Twenty-eight years of the Eldorado do Carajás massacre amid attempts to erase the fight for land

The day when 21 landless workers were killed is remembered as World Day for the Struggle for Land

Translated by: Ana Paula Rocha

Brasil de Fato | São Paulo |
Twenty-eight years after the Eldorado do Carajás massacre, violence against rural men and women continues and leave bloody marks on the land - Amnesty International

The more than 20 occupations carried out by the Landless Workers' Movement (MST, in Portuguese) on Red April 2024 reveal a disturbing reality: not enough progress was achieved in the struggle for land reform since April 17, 1996, the date of the Eldorado do Carajás massacre, which has now become World Day of Struggle for Land.

Twenty-eight years ago, a camp was set up at Curva do S, in the town of Eldorado do Carajás, in the southeast region of Pará. Around 1,500 people planned to march to Belém, Pará’s capital city, where they would demand that the National Institute for Colonization and Agrarian Reform (Incra, in Portuguese) expropriate the Macaxeira farm, occupied by 3,500 landless families.

The march was never finished. On Wednesday night, the group was surrounded by military police officers who violently murdered 21 landless rural workers and left another 79 injured.

The tragedy became internationally known. It inspired works of art, boosted the establishment of a date of struggle and put pressure on the Fernando Henrique Cardoso (Brazilian Social Democracy Party) government, which created the Ministry of Agrarian Development and the National Program for Education in Agrarian Reform (Pronera, in Portuguese) the following year. It was extinguished under the Temer and Bolsonaro governments, respectively, and resumed under Lula’s third presidential term.

It is in honor of the victims of the massacre that the MST and other popular movements are promoting, in April, days of struggle for land, dubbed Red April.

Current conflicts

In recent years, the number of conflicts in the countryside has increased, with new challenges in the fight for better land distribution in Brazil.

This year, Invasão Zero (Zero Invasions, in English), a group investigated by the Federal Police for acting as a rural militia and suspected of involvement in the murder of an Indigenous leader, released a booklet in what they called "Yellow April" against "land invasions".

"This escalation [of violence] by landowners deserves coordinated action by authorities since there is a political, economic and criminal arm of this entity that needs articulated, national, federalized responses, especially for attacks on settlements, Indigenous territories and other traditional communities," said federal prosecutor Julio Araújo to Brasil de Fato.

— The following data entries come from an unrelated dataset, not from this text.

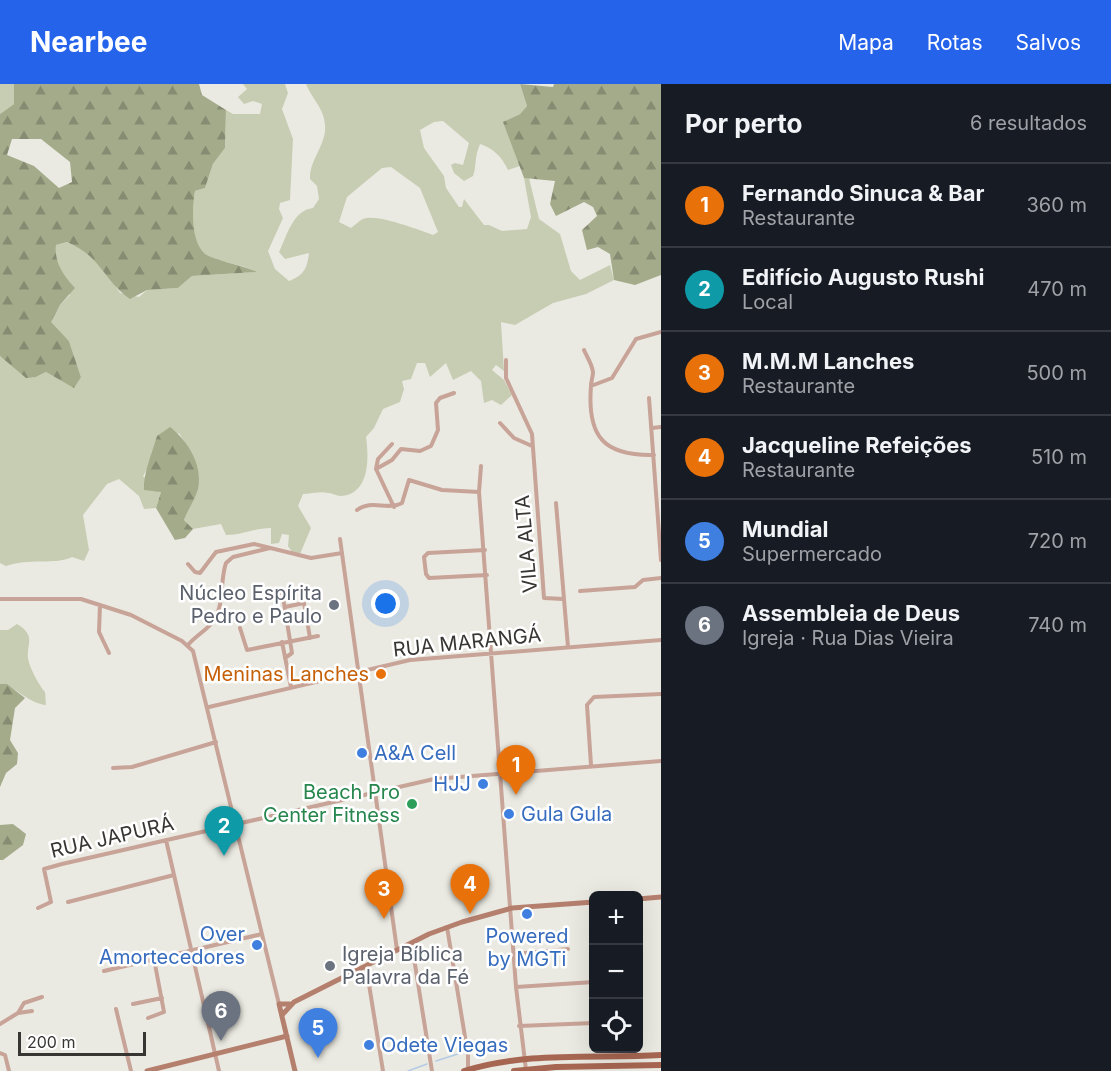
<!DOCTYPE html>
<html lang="pt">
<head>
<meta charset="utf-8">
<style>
	:root { --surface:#171b24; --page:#242831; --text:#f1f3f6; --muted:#9ea1a6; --line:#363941; --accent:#2563eb }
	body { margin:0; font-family:Inter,sans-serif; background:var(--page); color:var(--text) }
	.controls { position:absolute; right:18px; bottom:18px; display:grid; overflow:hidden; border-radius:9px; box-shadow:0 6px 24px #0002 }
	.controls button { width:54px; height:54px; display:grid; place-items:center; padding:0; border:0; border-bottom:2px solid var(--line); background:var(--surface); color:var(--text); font:30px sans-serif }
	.scale { position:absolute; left:18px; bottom:15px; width:128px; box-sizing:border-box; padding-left:6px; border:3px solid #373633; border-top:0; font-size:16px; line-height:21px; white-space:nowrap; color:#373633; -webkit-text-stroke:4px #fff; paint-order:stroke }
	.you { position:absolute; left:386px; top:520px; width:21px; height:21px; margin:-15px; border:4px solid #fff; border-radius:50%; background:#1a73e8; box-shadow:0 0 0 9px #1a73e833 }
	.badge { display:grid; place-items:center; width:39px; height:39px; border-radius:50%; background:var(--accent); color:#fff; font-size:20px; font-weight:700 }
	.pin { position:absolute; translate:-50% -50px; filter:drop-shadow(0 2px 3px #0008) }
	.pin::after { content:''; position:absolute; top:32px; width:21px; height:18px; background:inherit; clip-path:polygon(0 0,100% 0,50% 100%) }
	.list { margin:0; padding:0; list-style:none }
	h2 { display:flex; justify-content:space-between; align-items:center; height:78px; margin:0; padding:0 24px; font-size:26px }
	h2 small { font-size:20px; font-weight:400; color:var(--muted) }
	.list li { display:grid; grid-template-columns:39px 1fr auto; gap:18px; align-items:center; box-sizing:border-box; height:84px; padding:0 24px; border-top:2px solid var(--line) }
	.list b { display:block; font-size:22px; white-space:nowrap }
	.list p { margin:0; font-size:20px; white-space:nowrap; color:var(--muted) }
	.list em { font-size:20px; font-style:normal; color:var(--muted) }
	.icon { flex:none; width:33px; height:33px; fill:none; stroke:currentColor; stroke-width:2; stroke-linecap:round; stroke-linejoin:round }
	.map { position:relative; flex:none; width:661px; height:987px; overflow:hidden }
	header { display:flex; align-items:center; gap:36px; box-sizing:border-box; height:84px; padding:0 30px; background:var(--accent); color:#fff }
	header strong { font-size:28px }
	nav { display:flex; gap:33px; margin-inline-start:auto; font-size:21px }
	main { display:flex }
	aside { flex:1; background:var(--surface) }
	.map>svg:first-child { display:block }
	.green { fill:#c7cdb2; fill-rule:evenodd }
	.forest { fill:url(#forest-firs); fill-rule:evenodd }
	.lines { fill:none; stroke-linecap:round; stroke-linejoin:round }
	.stream { stroke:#b3cbe5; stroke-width:1.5 }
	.street { stroke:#c8a397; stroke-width:4 }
	.secondary { stroke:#b57f6e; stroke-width:5 }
	.primary { stroke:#a66651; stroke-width:6 }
	.worship-dot { fill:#6b7280; stroke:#fff; stroke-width:2 }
	.food-dot { fill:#e8710a; stroke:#fff; stroke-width:2 }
	.shop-dot { fill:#3f7fe0; stroke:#fff; stroke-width:2 }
	.leisure-dot { fill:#2e9e5b; stroke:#fff; stroke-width:2 }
	.labels { text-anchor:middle; stroke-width:5; stroke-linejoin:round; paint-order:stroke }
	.street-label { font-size:20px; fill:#373633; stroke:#fff }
	.worship-label { font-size:20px; fill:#5b616d; stroke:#fff; text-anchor:end }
	.food-label { font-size:20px; fill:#c56008; stroke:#fff; text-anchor:end }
	.shop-label { font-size:20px; fill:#366cbe; stroke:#fff; text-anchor:start }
	.leisure-label { font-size:20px; fill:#27864d; stroke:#fff; text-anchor:end }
</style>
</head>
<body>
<header>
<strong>Nearbee</strong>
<nav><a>Mapa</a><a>Rotas</a><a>Salvos</a></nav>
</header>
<main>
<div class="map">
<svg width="661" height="987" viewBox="0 0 661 987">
	<defs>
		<pattern id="forest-firs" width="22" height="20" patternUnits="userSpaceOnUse" patternTransform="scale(1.5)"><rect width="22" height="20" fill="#a4ab8b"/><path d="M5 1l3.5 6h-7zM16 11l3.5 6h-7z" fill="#868c72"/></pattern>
	</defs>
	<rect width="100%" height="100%" fill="#ebeae2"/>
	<path class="green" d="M0,0H14V20L0,30Z
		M243,0H285L288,9L282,25L293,55L290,116L280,119L279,125L283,134L268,167L275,185L289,197C304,191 307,185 309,169L285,175L279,168C287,152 293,126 313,124L319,115L317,102L310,95C309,76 327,60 325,41C324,24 312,15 306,0H520L527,22L520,30L504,38L520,82L508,86C502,73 493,64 480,60C474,74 477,80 473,92L464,97L454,89L451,81L455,79L463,81L469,59L443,37L434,38L420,46L424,64L444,92L446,104L459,123H462L464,115L484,141H489L502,147L527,145L531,133L524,94H529L539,135L560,150L571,187L580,196L610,181L614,196L586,210L553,219L515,241L501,238L504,287L496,281L492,286L504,296L512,311L501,321L492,316L484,319L481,297L471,287L453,296L446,279L430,293L425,279H417L411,295L402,297L404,305L400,318L383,325L374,344L366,353C369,373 370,410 341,412C336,412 333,409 328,409C320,407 311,410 303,410L298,422L311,444L300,470L292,468L288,462L289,451L282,450L279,459L271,460V444C255,444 242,451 226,451L221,440L193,445L184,436L197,407L186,361L179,349L152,367L150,380L143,392L161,408L156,424L144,425L139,412L119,395L107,400L83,431L89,466L84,477L72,473C58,481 27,474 6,482L0,479V272L36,293L46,288L66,299L81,293L69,257L50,238L60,221L70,211L55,172L56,161L67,158C92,168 105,186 120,209L139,213L147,206L178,204L192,192L255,188C241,179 225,180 210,173C190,165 192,125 195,107L205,104L213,80L225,64L226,26L233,30H260L262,20L253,17L244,20L238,13L247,5ZM391,83L420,104L438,148L433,151C419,146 376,129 363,135C359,137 355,141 351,144L339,138L347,113L382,84Z
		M17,540C37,552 26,560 28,574C29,583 39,601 45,608L46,621C27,619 15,601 0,600V546H8Z"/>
	<path class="forest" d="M14,0H199L202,11L226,26L225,64L213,80L205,104L195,107C192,125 190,166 211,173C226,179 241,181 257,188L192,192L178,204L147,206L130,215C103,196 102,173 67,158L56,161C54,179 64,192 75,204L60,221L51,238L69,257L81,293L74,304L46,288L36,293L26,294L0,272V30L14,20ZM12,55H41L70,78L72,98L59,104L34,82L7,71Z
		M520,0L553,3L554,0H661V191L635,201L614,196L610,170L598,163L587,166L582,146L597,132L593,123L584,118L556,132L550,120L555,97L524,94L503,38L520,30L527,22Z
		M170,343C188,357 203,381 198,405C195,415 188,426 184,436L193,445L185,454L175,456L156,424L161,408L144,406C143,390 152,369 157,352Z
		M0,600H7L25,614L15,624L10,656L18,669L17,680L6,689L0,703Z
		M13,740L26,750L23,761L3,776H0V741Z"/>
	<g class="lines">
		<path class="stream" d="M473,966L487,964
			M436,977L464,968
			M408,987L427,980"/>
		<path class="street" d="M584,266C587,273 592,280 593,288C593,293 591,297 591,302C587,352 603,372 654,371
			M506,276V294L532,350L544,514L563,515
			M591,302L612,294L636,255L661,248
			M649,314L661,476
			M500,339L514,354L532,362
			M652,344L661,343
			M481,382L479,408L516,903L526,986
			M376,385L378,375L392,360
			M556,419L568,563
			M394,423L376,385L392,376L401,365L420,367L431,362L438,346L436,319L440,314L454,309
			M357,426C372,415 387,427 402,419L409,396L442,406L479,408
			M340,455L397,866
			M485,466L428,469L424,473L426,490L429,494L487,491
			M188,480L195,488L200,489L216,468L254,460L311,474L342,469
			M282,507L292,569L285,574
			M580,507L635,503L643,496L661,494
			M0,515H81L131,531L182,557L193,567L279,920
			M100,521L99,548L109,569
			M285,523L304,519L310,554
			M240,544L247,566L318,552
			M282,558L291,603
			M188,561C196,551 208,546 215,535C224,519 220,496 226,479L233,473L270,464
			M209,623L410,576L661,556
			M591,681L587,621L594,613L661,610
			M113,684L132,683L216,658
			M166,756L219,987
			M68,818L174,791
			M38,824L51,818L44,785L62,780L434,695L661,677
			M447,843L468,971V986
			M408,860L413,868L432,987
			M514,870L568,865
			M366,882L383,987
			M104,887L262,850
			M516,903L594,898
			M133,920L162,914
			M116,925L131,987
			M18,929L24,919L42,913
			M148,934L164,928L154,875
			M0,940L18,929L32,927
			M519,942L594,939
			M0,969L5,971L9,987"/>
		<path class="secondary" d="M638,815L661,813
			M290,920H279L295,987
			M282,931L294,918L429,850L462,838L512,824L594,818
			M147,987L287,952"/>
		<path class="primary" d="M464,987C526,967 597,975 661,971
			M514,987L556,983L661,981"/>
	</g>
	<g class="worship-dot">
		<circle cx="334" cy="521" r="6"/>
		<circle cx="330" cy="882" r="6"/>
	</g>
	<circle class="food-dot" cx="381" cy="590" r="6"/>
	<g class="shop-dot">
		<circle cx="362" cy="669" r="6"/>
		<circle cx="483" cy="700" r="6"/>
		<circle cx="509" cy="730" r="6"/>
		<circle cx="527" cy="830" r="6"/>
		<circle cx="257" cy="861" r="6"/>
		<circle cx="369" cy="961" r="6"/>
	</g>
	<circle class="leisure-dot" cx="412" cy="720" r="6"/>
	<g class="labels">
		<g class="street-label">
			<text transform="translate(526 460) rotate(-95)" y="7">VILA ALTA</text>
			<text transform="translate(467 558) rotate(-6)" y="7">RUA MARANGÁ</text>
			<text transform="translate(112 753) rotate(-13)" y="7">RUA JAPURÁ</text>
		</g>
		<g class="worship-label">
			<text x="322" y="516">Núcleo Espírita<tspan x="322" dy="23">Pedro e Paulo</tspan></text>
			<text x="342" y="877" text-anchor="start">Igreja Bíblica<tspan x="342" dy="23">Palavra da Fé</tspan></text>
		</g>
		<g class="food-label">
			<text x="369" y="597">Meninas Lanches</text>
		</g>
		<g class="shop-label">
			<text x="374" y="676">A&amp;A Cell</text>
			<text x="471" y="707" text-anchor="end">HJJ</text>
			<text x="521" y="737">Gula Gula</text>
			<text x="245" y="857" text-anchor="end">Over<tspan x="245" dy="23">Amortecedores</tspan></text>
			<text x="527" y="859" text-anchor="middle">Powered<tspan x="527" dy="23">by MGTi</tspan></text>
			<text x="381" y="968">Odete Viegas</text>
		</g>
		<g class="leisure-label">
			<text x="400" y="715">Beach Pro<tspan x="400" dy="23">Center Fitness</tspan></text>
		</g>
	</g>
</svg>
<div class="controls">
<button>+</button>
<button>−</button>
<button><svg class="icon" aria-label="locate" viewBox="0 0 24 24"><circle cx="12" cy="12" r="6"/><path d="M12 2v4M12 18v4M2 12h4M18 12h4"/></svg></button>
</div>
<div class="scale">200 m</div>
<div class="you"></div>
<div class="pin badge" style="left:516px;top:711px;background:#e8710a">1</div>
<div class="pin badge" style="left:224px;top:772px;background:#0f9aa8">2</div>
<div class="pin badge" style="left:384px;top:835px;background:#e8710a">3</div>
<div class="pin badge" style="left:470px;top:830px;background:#e8710a">4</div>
<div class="pin badge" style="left:318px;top:974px;background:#3f7fe0">5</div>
<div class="pin badge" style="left:221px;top:957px;background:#6b7280">6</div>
</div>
<aside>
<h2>Por perto<small>6 resultados</small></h2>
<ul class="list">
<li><span class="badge" style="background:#e8710a">1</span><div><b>Fernando Sinuca &amp; Bar</b><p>Restaurante</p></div><em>360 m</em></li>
<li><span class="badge" style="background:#0f9aa8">2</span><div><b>Edifício Augusto Rushi</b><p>Local</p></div><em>470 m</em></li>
<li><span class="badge" style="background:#e8710a">3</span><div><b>M.M.M Lanches</b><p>Restaurante</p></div><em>500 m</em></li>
<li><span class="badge" style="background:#e8710a">4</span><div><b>Jacqueline Refeições</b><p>Restaurante</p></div><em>510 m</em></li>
<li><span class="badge" style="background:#3f7fe0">5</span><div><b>Mundial</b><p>Supermercado</p></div><em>720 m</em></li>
<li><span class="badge" style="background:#6b7280">6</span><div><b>Assembleia de Deus</b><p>Igreja · Rua Dias Vieira</p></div><em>740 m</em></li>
</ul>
</aside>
</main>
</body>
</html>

Another new obstacle for grassroots movements in Brazil’s countryside was a package of laws put to a vote in Congress, an attempt to curb and make it impossible for organizations to advance their agendas. Among the measures to be voted on is the end to the need for a court order to use police force to remove land occupiers; a ban on the payment of social benefits to members of occupations; and the mandatory creation of legal personality for movements intending to act politically.

"We're talking about bills that want to destroy social movements. They want to make democratic action impossible," said federal deputy Patrus Ananias (Workers’ Party, Minas Gerais state).

In the face of adversity, the MST issued a statement highlighting the actions carried out this April and reaffirming its quest for popular agrarian reform. "We are fighting because 105,000 families are camped out and we demand that the federal government comply with article 184 of the Federal Constitution, expropriate unproductive estates and democratize access to land," said the movement.